“La guerra en casa”, en La 2

 
 

La comedia de situación titulada La guerra en casa (The war at home), importada de Estados Unidos por la segunda cadena de Televisión Española, ha traspasado límites a los que no llegaron otras series del mismo género. 

En el episodio emitido el lunes 4 de agosto de 2008 a las 21.30 horas, el padre busca la bolsa de hierba por el dormitorio. Su esposa le pregunta si ha vuelto a fumar y le recrimina que fume a escondidas y sin compartir el material con ella, a lo que el otro responde que cuando ella está colocada, habla demasiado. “Los padres que consumen drogas tienen hijos que consumen drogas: no tengáis hijos”, suelta el cabeza de familia dirigiéndose a la cámara. Más tarde, en la misma emisión, el padre acusa a su hija adolescente de haberle robado la marihuana que guardaba en un cajón y la hija le pregunta que qué hacía esa hierba en su cajón. El padre le miente diciéndole que es para la abuela, que está enferma, con tan mala suerte que el hijo menor se entera y se lanza a la calle a comprar maríapara llevársela a su abuela. Mientras, el hijo de en medio le roba la droga a su hermana mayor (que sí se la había sustraído al padre); cuando la madre termina descubriéndola, huele la bolsa extasiada. Al día siguiente, la madre está muy contenta y el padre la acusa: “Has encontrado mi marihuana”. La otra sale corriendo: “¡Nuestra marihuana!”. Pero al final deciden tirarla porque “colocarse a ciertas edades resulta patético”. No obstante, en la escena siguiente, la abuela y una amiga de su edad aparecen colocadas, riendo a carcajadas y celebrando la ocurrencia de su nieto. La abuela se pone a bailar con mucha marcha y el público ríe y la aplaude (todo el episodio está sembrado de risas enlatadas).

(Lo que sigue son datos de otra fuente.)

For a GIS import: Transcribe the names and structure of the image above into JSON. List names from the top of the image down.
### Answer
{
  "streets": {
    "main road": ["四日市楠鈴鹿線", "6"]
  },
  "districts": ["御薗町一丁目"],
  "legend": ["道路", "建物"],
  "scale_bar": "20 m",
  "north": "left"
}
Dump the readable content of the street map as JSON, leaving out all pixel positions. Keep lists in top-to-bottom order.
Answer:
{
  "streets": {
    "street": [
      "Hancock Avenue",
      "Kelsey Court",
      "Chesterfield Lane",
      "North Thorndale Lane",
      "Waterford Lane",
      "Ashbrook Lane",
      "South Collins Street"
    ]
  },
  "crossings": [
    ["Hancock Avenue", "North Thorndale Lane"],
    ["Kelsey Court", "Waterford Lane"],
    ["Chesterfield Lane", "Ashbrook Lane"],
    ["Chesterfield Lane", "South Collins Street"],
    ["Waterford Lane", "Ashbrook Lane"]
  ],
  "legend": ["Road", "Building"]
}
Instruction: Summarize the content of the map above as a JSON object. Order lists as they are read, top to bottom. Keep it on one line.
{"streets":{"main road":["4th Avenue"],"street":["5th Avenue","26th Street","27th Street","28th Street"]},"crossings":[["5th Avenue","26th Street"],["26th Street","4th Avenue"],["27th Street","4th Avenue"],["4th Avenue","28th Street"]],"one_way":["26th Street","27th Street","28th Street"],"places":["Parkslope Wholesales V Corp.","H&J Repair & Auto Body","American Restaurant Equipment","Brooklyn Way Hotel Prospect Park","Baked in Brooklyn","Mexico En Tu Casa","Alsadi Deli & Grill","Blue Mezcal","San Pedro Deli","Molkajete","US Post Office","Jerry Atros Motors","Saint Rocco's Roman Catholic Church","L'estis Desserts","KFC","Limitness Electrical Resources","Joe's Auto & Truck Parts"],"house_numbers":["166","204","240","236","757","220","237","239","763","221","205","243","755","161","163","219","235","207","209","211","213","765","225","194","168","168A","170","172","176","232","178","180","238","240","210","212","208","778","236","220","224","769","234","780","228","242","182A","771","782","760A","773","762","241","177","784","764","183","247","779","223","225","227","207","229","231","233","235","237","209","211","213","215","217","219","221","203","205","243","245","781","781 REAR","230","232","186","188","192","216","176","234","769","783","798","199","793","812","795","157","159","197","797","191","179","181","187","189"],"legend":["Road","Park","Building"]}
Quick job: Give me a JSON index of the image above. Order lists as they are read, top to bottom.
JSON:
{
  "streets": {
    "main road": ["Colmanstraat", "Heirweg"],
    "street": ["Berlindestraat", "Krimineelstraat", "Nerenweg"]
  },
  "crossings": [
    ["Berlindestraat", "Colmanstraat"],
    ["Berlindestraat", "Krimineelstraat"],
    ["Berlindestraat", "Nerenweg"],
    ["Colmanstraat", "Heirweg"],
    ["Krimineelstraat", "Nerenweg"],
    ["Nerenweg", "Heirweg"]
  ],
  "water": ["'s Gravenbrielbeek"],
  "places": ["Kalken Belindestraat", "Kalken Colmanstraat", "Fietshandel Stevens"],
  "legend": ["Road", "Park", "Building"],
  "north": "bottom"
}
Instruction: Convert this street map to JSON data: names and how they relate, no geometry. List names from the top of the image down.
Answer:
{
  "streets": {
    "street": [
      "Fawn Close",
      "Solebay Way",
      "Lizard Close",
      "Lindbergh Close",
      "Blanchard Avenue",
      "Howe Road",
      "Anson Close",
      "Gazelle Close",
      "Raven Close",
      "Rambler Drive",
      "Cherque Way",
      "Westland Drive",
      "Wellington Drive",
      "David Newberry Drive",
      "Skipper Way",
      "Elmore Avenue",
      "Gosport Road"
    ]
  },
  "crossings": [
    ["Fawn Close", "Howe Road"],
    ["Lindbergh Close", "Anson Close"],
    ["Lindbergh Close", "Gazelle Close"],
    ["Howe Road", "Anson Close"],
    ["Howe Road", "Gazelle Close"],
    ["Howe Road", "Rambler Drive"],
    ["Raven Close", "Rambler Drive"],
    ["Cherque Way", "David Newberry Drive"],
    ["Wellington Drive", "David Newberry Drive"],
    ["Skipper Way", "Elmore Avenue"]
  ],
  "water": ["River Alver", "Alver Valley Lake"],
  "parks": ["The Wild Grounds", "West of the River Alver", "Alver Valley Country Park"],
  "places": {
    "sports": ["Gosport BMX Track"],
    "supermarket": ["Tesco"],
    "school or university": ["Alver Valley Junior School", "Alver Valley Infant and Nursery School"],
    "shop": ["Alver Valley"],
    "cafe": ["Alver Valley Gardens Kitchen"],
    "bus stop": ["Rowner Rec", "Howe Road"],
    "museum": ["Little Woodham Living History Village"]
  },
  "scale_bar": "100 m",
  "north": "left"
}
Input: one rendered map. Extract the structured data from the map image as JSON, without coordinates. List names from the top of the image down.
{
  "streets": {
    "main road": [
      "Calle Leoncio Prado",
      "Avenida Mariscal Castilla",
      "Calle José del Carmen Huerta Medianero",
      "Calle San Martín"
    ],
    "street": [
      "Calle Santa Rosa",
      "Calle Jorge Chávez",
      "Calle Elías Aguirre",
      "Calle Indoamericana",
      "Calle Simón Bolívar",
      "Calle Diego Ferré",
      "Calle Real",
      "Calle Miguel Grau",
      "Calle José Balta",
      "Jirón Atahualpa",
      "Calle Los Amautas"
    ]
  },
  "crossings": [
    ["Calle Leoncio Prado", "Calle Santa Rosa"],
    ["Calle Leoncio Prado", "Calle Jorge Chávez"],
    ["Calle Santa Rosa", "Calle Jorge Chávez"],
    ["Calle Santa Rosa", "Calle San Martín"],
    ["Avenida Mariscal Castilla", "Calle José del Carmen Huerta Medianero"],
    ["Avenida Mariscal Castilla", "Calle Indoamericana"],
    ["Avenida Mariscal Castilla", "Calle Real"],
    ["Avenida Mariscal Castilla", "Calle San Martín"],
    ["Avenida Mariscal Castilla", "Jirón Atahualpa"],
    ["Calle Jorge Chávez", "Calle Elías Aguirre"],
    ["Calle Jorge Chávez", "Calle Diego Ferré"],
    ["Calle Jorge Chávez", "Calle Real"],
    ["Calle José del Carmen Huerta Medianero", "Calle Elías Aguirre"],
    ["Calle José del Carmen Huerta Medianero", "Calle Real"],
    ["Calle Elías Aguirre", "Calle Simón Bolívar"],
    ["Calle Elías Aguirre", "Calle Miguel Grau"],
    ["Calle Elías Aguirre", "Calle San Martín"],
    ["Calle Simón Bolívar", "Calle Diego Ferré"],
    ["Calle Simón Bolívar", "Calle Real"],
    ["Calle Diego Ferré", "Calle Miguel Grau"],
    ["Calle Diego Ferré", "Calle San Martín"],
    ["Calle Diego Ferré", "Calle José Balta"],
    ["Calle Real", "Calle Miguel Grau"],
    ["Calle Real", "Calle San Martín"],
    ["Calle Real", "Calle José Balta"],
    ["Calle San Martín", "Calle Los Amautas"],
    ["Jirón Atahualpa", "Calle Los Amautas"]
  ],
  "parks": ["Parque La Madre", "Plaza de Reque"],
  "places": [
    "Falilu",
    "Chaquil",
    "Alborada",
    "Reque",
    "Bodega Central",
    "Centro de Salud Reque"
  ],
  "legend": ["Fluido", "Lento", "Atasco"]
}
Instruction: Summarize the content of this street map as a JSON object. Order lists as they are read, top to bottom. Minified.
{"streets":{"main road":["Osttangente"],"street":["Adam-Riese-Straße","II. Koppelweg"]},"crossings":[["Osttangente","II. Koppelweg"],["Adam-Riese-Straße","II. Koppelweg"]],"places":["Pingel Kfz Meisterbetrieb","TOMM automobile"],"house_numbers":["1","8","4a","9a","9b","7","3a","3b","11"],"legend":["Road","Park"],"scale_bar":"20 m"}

Aunque en ningún momento se ven ni los canutos ni la hierba (sólo la bolsa que la contiene), se da a entender que un matrimonio de clase media, con una casa grande típicamente americana (o de serie americana) puede fumar de vez en cuando sin que ello tenga consecuencias graves. Su hija también lo hace a escondidas y no pasa nada. Al igual que en otras producciones que tratan este asunto, los únicos efectos perjudiciales que se mencionan son la posibilidad de que el cannabis pueda llevar a consumir drogas más duras y los fallos de memoria (el padre evoca la noche en la que, al regresar a casa, se dio cuenta de que había olvidado a su esposa en el concierto al que habían asistido juntos).

A estos padres modernos también les priva el alcohol: los dos aparecen borrachos delante de la hija mayor y de su amiga (25 de agosto de 2008), con lo que consiguen que su primogénita se avergüence de ellos. Los padres de la amiga, de una mentalidad a lo que se ve más retrógrada, les reprochan su actitud.

Más adelante (14 de septiembre de 2009 a las 20 horas), el papá vuelve a dar muestras de ser un hombre con experiencia cuando su mujer le pregunta si él conoce algunos aspectos del proceso de fabricación del vino y él le responde: “No, pero sé que hacen falta un papelillo y un filtro para hacer un canuto”.

Obviamente, la realidad de muchas de las familias en las que los adultos consumen drogas no mueve a risa, y menos a los niños que conviven con ellos (se habla muy poco del maltrato infantil), por mucho que a través de las series de televisión y de las películas se nos quiera convencer de que el colocón ocasional y la buena crianza de los hijos son compatibles. Tampoco tienen gracia los cambios comportamentales que acarrea el consumo de drogas en los adolescentes. En la guerra en casa de verdad, lo que se oye de fondo no son risas precisamente.